The 24-day trek on the Sinai Trail allowed me to explore the nuances I faced with losing my father and the isolation that the pandemic has brought to my life. Being with others on this trail reminded me of the universality of loss, pain and unwanted life changes. But more importantly, it reminded me of the universality of healing, and that we are all on a journey to find our way home, seemingly by ourselves, but in many ways together.
The pandemic created a "new normal" for the hiking community.
Depending on how the pandemic has affected you personally, you may have a sense of loss in one form or another—from losing your freedom to travel to losing a loved one.
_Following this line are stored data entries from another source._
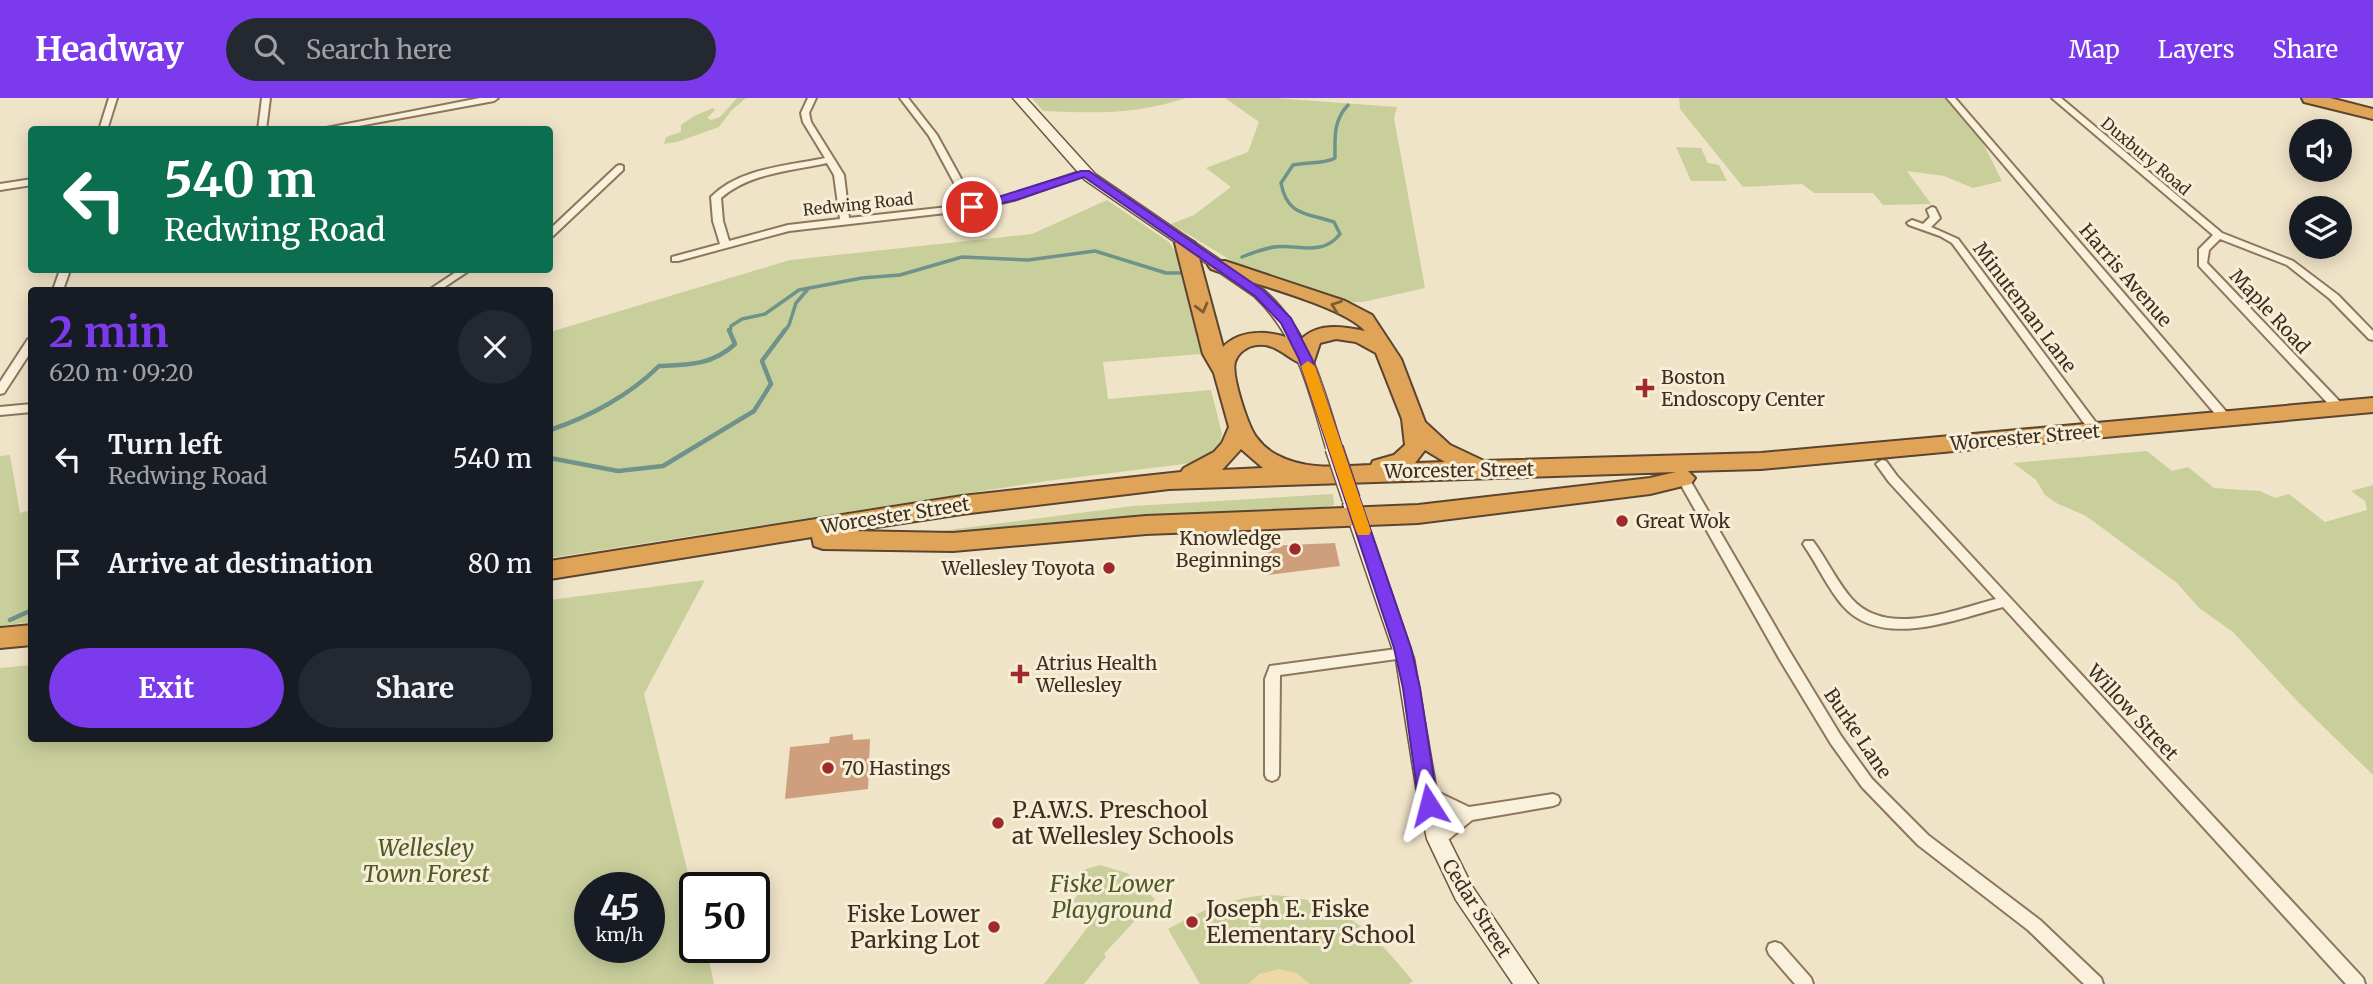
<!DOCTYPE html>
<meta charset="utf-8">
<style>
:root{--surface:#171b24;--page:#242831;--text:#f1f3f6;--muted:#9ea1a6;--accent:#7c3aed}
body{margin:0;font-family:Merriweather,serif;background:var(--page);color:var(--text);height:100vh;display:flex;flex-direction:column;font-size:26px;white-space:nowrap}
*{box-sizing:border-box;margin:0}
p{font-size:23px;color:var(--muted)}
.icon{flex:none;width:38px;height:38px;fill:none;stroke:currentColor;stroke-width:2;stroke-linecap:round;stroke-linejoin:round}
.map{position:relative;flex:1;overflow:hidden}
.panel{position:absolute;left:28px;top:189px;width:525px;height:455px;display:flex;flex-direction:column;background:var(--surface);border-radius:7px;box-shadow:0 4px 18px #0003}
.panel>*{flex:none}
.hud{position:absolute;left:28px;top:28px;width:525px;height:147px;border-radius:7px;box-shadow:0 4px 18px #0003;background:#0b6e4f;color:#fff;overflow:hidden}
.buttons{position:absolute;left:2289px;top:21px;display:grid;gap:14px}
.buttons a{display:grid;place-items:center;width:63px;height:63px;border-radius:50%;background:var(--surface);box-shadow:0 4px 18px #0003;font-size:35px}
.speed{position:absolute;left:574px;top:774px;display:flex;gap:14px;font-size:35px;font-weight:700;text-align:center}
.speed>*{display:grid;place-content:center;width:91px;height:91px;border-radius:50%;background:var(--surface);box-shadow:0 4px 18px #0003;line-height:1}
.speed small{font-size:18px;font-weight:400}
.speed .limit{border:4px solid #111;border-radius:10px;background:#fff;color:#111}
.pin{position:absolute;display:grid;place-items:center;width:60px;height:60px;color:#fff;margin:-30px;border:4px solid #fff;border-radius:50%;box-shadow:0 2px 7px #0007}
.me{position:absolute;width:77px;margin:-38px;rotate:351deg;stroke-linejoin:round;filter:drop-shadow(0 0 5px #0008)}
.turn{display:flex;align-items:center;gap:24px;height:147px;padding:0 21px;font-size:32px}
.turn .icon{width:91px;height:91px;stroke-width:2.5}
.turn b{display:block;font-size:49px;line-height:60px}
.round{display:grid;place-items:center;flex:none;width:74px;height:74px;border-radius:37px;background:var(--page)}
.head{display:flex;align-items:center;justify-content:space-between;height:119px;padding:0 21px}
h1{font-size:42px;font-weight:700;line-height:52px;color:var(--accent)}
.action{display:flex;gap:14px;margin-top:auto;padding:14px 21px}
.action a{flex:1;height:80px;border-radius:42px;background:var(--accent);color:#fff;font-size:28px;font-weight:700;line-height:80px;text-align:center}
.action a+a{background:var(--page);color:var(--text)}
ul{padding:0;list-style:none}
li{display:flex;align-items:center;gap:21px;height:105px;padding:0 21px}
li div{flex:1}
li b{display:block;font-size:26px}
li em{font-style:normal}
header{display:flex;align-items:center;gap:42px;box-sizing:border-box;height:98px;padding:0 35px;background:var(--accent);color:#fff}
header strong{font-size:33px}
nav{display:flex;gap:38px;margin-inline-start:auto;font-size:24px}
.search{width:490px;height:63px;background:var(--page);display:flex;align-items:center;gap:18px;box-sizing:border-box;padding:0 24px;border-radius:38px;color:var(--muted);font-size:26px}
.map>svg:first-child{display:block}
</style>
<header>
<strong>Headway</strong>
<div class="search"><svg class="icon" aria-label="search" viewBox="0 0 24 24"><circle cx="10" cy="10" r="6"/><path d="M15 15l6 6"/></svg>Search here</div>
<nav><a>Map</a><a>Layers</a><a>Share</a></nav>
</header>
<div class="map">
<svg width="2373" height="886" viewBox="0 0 2373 886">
<rect width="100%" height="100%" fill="#f0e4c8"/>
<path fill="#c9cf9b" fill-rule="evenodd" d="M737 0H746L731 13 719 29 677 44 664 46 666 39 681 34V27L694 18 713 10 715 12 707 20 711 22 720 19Z
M1032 0H1186C1135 17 1096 15 1043 13Z
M1225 0H1275L1397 9 1394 20 1425 190 1363 204H1349L1237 166 1171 126 1194 117 1231 89 1206 70 1248 54 1259 24Z
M1679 0H1947L1979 37 2002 83 1973 90 1944 78 1907 73 1931 106 1883 107 1873 95H1814L1802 86 1743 89 1680 11Z
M1676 49 1701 50 1708 65 1719 67 1727 83H1691Z
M1107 102 1169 144 1176 155 1201 256 1103 264 1108 301 1211 292 1222 336 1219 347 1200 364 1047 383 550 460V234L790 162 1032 136Z
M2147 353 2172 373 2188 369 2214 390 2260 393 2275 400 2289 396 2325 424 2367 412 2365 403 2351 393 2373 387V677L2298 604 2233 534 2199 510 2177 485 2086 418 2056 405 2045 397 2036 382 2013 365Z
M10 357 20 415 31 412V524L0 528V358Z
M1333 396 1334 407 1308 413 952 435 946 438 917 436 1133 408Z
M705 482 644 596 695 804V849H706L714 886H0V570L31 567 32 640H550V502ZM590 789H649V849H590Z
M1100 767 1127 775 1155 801 1104 856 1106 859 1084 886H1044L1095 820 1073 803 1082 790 1080 779 1083 772Z
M1269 797C1339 799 1371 832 1413 883L1409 886H1200L1168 831C1201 813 1231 799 1269 797Z"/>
<path fill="#ecd9a5" d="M1279 871 1297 875 1310 886H1248L1259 876Z"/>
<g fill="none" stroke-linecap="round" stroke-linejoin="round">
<path stroke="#6f938a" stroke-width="3.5" d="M1242 159C1252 155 1263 151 1274 149 1299 146 1322 159 1340 136L1334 124C1307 115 1287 118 1281 85L1293 67C1305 64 1326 66 1335 60 1335 39 1333 23 1348 7
M730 234 731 228 742 221 765 216 799 192 862 180 900 177 962 159 1028 162 1095 153 1166 175H1182
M784 234 789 227 796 205 808 191"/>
<path stroke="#6f938a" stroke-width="4.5" d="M550 332C589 319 630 297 659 268 688 267 713 267 735 246L729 232
M550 360 618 373 663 368 754 313 771 286 762 263 785 232
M10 522 32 512"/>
</g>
<path fill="#cf9f7d" d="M1335 445 1340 468 1268 477 1262 448Z
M853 636V642L870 641 868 691 785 701 790 649 829 645 830 639Z"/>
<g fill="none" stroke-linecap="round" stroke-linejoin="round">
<g stroke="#8d765c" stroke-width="4">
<path id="street" d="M109 0H117L107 32H99Z
M262 0H270L266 32H258Z
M480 0H498L494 3 337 32H316Z
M808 0H816L809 15 811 24 844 77 849 120 966 107 929 38 900 0H908L937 37 975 106 1008 98 1082 73H1088L1090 75 1014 102 972 112 789 133 678 163H672V159L720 146 713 123 711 99C739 70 788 68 825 60L803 24 801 15ZM827 65 834 77 840 121 788 127 729 143 723 123 721 100C750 75 791 73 827 65Z
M1947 0H1955L2230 318 2232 321 2230 324H2222Z
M2052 0H2061L2222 135 2293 163 2338 197 2373 233V242L2369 241 2330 201 2287 167 2220 141 2209 152 2207 165 2343 307 2345 310 2343 313H2335L2199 168V151L2213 137Z
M620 67 623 68V72L553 138 550 139V131L617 68Z
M32 81V87L0 92V86Z
M1932 109 1935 110 1940 120 1931 129 1958 141 2100 330 2102 333 2100 336H2092L1952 145 1940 138 1909 127 1907 125 1912 122 1923 126 1930 119 1927 112Z
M60 172H70L63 192H53Z
M459 172H470L440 192H429Z
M32 240V252L4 295 0 296V284L28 241Z
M32 306V314L0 317V309Z
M1882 362 1886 363 1897 378 2363 880 2365 886H2346L2003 509C1956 521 1882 552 1843 508 1828 491 1818 468 1805 449L1803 446 1805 443H1813C1827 462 1837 484 1852 501 1887 540 1954 512 1996 501L1889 384 1876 366Z
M1683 376 1687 377 1790 554 1841 638 1872 681 1928 737 2040 822 2101 880 2103 886H2084L2028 832 1918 747 1862 689 1831 646 1780 562 1677 380Z
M1404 550 1409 551 1411 555 1409 559 1404 560 1280 577 1279 677 1277 681 1272 683 1267 681 1265 677V581L1270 568Z
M1427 689 1469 709 1553 696 1558 698 1560 702 1558 706 1553 708 1472 722 1443 746 1438 748 1433 746 1431 741 1433 736 1456 717 1422 699 1420 695 1422 691Z
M1775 844 1781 846 1811 880 1813 886H1795L1769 856 1767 851 1769 846Z"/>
</g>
<g stroke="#6f573f" stroke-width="3">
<path id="secondary" d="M1013 0H1026L1095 76 1264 192C1311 234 1324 292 1342 350L1340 354 1334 356 1326 350C1309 294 1298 239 1254 198L1085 82Z
M1352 400 1361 406 1414 561 1437 695 1448 740 1472 788 1538 886H1513L1456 802 1427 741 1417 695 1396 561 1343 406Z"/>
</g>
<g stroke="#5b4430" stroke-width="4">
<path id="highway" d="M2302 0H2330L2373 11V21L2304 4Z
M1185 139 1195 145 1223 249C1242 229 1276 233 1299 244 1315 224 1341 228 1365 233 1344 208 1247 184 1211 171L1208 167 1211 163H1225L1345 203 1372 217 1401 261 1425 324 1450 347 1484 363 1761 355 2373 300V314L1761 371 1688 373 1695 380 1691 386 1650 396 1418 425 1146 436 953 453 823 451 814 448 812 439 550 481V463L962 398 1181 374 1184 370 1214 354 1222 345 1229 329 1214 275 1203 256 1175 145ZM1336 241 1356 244 1376 255 1402 321 1405 347 1394 357 1373 363 1371 367C1338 368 1307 373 1277 357 1269 353 1262 347 1257 340 1248 329 1231 277 1235 264 1237 257 1243 252 1249 249 1278 238 1291 271 1313 266L1320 245ZM1241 351 1263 370 1222 372ZM1425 352 1445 364 1415 365ZM1676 374 1650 380 1418 407 1146 418 953 435 850 433 962 416 1169 391Z
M32 527V547L0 550V530Z"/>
</g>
<use href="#street" fill="#faf1dc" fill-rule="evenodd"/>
<use href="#secondary" fill="#faf1dc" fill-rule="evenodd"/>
<use href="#highway" fill="#e0a458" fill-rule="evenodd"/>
<g stroke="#6f573f" stroke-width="20" stroke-linecap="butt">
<path id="secondary-bridge" d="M1334 350 1351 401"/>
</g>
<use href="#secondary-bridge" stroke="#faf1dc" stroke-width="17"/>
</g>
<defs><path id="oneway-chevron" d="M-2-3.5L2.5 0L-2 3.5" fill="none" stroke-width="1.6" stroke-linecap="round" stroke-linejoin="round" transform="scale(1.75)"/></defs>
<g stroke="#7e5d36">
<use href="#oneway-chevron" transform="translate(1336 208) rotate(-160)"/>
<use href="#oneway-chevron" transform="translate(1202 210) rotate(75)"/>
</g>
<path fill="#7c3aed" stroke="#51269a" stroke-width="2" d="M1081 73H1089L1264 193 1291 220 1312 261 1411 550 1420 590 1438 707 1435 712 1429 715 1422 712 1419 707 1403 590 1394 550 1299 261 1281 225 1255 198 1084 79 1016 102 972 112 966 109Z"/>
<path fill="#f59e0b" d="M1308 263 1315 268 1371 433 1369 437H1358L1356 433 1301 268Z"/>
<g fill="#9e2a2b" stroke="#f7eed8" stroke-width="2.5">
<path d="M1641.5 279.5h7v7h7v7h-7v7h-7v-7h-7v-7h7z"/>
<circle cx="1622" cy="423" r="7"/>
<circle cx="1295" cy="451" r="7"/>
<circle cx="1109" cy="470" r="7"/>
<path d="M1016.5 565.5h7v7h7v7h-7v7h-7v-7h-7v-7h7z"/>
<circle cx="828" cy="670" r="7"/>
<circle cx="998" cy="725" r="7"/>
<circle cx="1192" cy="824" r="7"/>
<circle cx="994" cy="829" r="7"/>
</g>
<g text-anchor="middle" stroke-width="6" stroke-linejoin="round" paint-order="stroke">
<g font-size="16" fill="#3d2e20" stroke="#f7eed8">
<text transform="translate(2146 58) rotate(40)" y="6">Duxbury Road</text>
<text transform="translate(858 106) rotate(-6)" y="6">Redwing Road</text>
</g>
<g font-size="19" fill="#3d2e20" stroke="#f7eed8">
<text transform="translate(2126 177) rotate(49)" y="7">Harris Avenue</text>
<text transform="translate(2025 209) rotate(53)" y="7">Minuteman Lane</text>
<text transform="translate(2270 213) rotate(47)" y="7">Maple Road</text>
<text transform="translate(2025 339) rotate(-5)" y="7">Worcester Street</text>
<text transform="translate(1459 372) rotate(-1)" y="7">Worcester Street</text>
<text transform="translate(895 417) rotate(-9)" y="7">Worcester Street</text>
<text transform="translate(2133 614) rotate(47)" y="7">Willow Street</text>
<text transform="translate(1858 635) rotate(56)" y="7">Burke Lane</text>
<text transform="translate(1477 810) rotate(58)" y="7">Cedar Street</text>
</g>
<g font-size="19" fill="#3d2e20" stroke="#f7eed8" text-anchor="start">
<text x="1661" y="286">Boston<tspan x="1661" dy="22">Endoscopy Center</tspan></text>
<text x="1636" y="430">Great Wok</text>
<text x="1281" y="447" text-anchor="end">Knowledge<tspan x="1281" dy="22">Beginnings</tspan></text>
<text x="1095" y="477" text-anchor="end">Wellesley Toyota</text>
<text x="1036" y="572">Atrius Health<tspan x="1036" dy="22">Wellesley</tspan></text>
<text x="842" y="677">70 Hastings</text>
</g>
<g font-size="23" fill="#3d2e20" stroke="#f7eed8" text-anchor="start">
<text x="1012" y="720">P.A.W.S. Preschool<tspan x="1012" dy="26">at Wellesley Schools</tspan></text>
<text x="1206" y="819">Joseph E. Fiske<tspan x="1206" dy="26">Elementary School</tspan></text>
<text x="980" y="824" text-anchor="end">Fiske Lower<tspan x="980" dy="26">Parking Lot</tspan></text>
</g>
<g font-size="23" font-style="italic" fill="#4d5a26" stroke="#f7eed8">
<text x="426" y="758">Wellesley<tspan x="426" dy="26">Town Forest</tspan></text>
<text x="1112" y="794">Fiske Lower<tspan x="1112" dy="26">Playground</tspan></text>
</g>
</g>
</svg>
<div class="buttons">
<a><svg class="icon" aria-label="sound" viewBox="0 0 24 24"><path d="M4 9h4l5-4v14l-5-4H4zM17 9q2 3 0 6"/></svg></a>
<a><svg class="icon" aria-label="layers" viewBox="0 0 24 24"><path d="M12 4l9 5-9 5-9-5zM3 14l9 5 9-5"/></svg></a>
</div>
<div class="speed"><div>45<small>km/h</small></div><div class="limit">50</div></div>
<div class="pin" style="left:972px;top:109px;background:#d93025"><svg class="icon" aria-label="arrive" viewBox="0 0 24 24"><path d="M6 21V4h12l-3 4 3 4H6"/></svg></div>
<svg class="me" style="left:1429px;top:707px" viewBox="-20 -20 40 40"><path d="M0-17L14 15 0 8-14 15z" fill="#7c3aed" stroke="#fff" stroke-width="4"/></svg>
<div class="hud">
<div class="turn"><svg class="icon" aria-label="left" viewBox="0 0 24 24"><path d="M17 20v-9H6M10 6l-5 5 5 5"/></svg><div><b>540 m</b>Redwing Road</div></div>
</div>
<section class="panel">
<div class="head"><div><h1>2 min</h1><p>620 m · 09:20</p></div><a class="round"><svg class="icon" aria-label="close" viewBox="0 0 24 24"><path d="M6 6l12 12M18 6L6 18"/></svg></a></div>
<ul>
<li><svg class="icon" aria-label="left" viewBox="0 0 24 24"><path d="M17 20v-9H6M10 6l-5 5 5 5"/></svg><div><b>Turn left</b><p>Redwing Road</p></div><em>540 m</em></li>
<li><svg class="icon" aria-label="arrive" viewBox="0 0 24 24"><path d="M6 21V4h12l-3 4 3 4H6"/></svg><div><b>Arrive at destination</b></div><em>80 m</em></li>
</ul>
<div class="action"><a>Exit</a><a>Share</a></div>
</section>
</div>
No story of loss is insignificant.
In many ways, this has changed the hiking experience during COVID tremendously. Even now, conversations differ from those I’d had with people in the pre-pandemic times. It’s been far from the usual discussions where fellow hikers compare travel notes of where they’ve been the past year because many, if not all of us, have been unable to travel due to the pandemic.
For most of the hikers in my group, the Sinai Trail trek was the first trip they had taken since the pandemic started. Hence, absent the usual travel stories, the conversations were different overall. There was an unspoken understanding of how delicate human life can be and how one’s health and well-being should come as a priority above all else.
For the Bedouins, the pandemic revealed how volatile the tourism industry could get when a crisis ensues; therefore, exploring multiple income streams became critical. The pandemic led to economic losses that pushed many Bedouins to move from the mountains to urban areas for the sake of finding employment, thus changing the way of life for many Bedouins, which in turn led to a loss of identity and home—one that’s intricately connected to the Sinai desert.
For our Bedouin hosts, returning to the Sinai Trail for the first time after about two years of hiatus was a turning point as they hope for tourism in the region to return fully.
During this trek, it became self-evident that pandemic fatigue was real as conversations often touched on wanting to go back to normalcy, even if we’ll never go back to how life used to be before the pandemic.
Everyone’s approach to this new normal varies from indifference to anxiety. Consequently, many are learning to value and appreciate the healing effect of hiking and being in nature more than ever. In our group, being outdoors and hiking the Sinai Trail was the ultimate escape, freeing us from constantly hearing about the pandemic. It was what we needed to console parts of ourselves that were hurting or lost in the complexities of life in COVID times.
It goes to show that there’s at least one constant in our lives that we can always rely upon: the outdoors. I’m grateful to nature for giving me the guidance and strength to find my way toward the better days ahead, no matter what challenges this so-called new normal brings.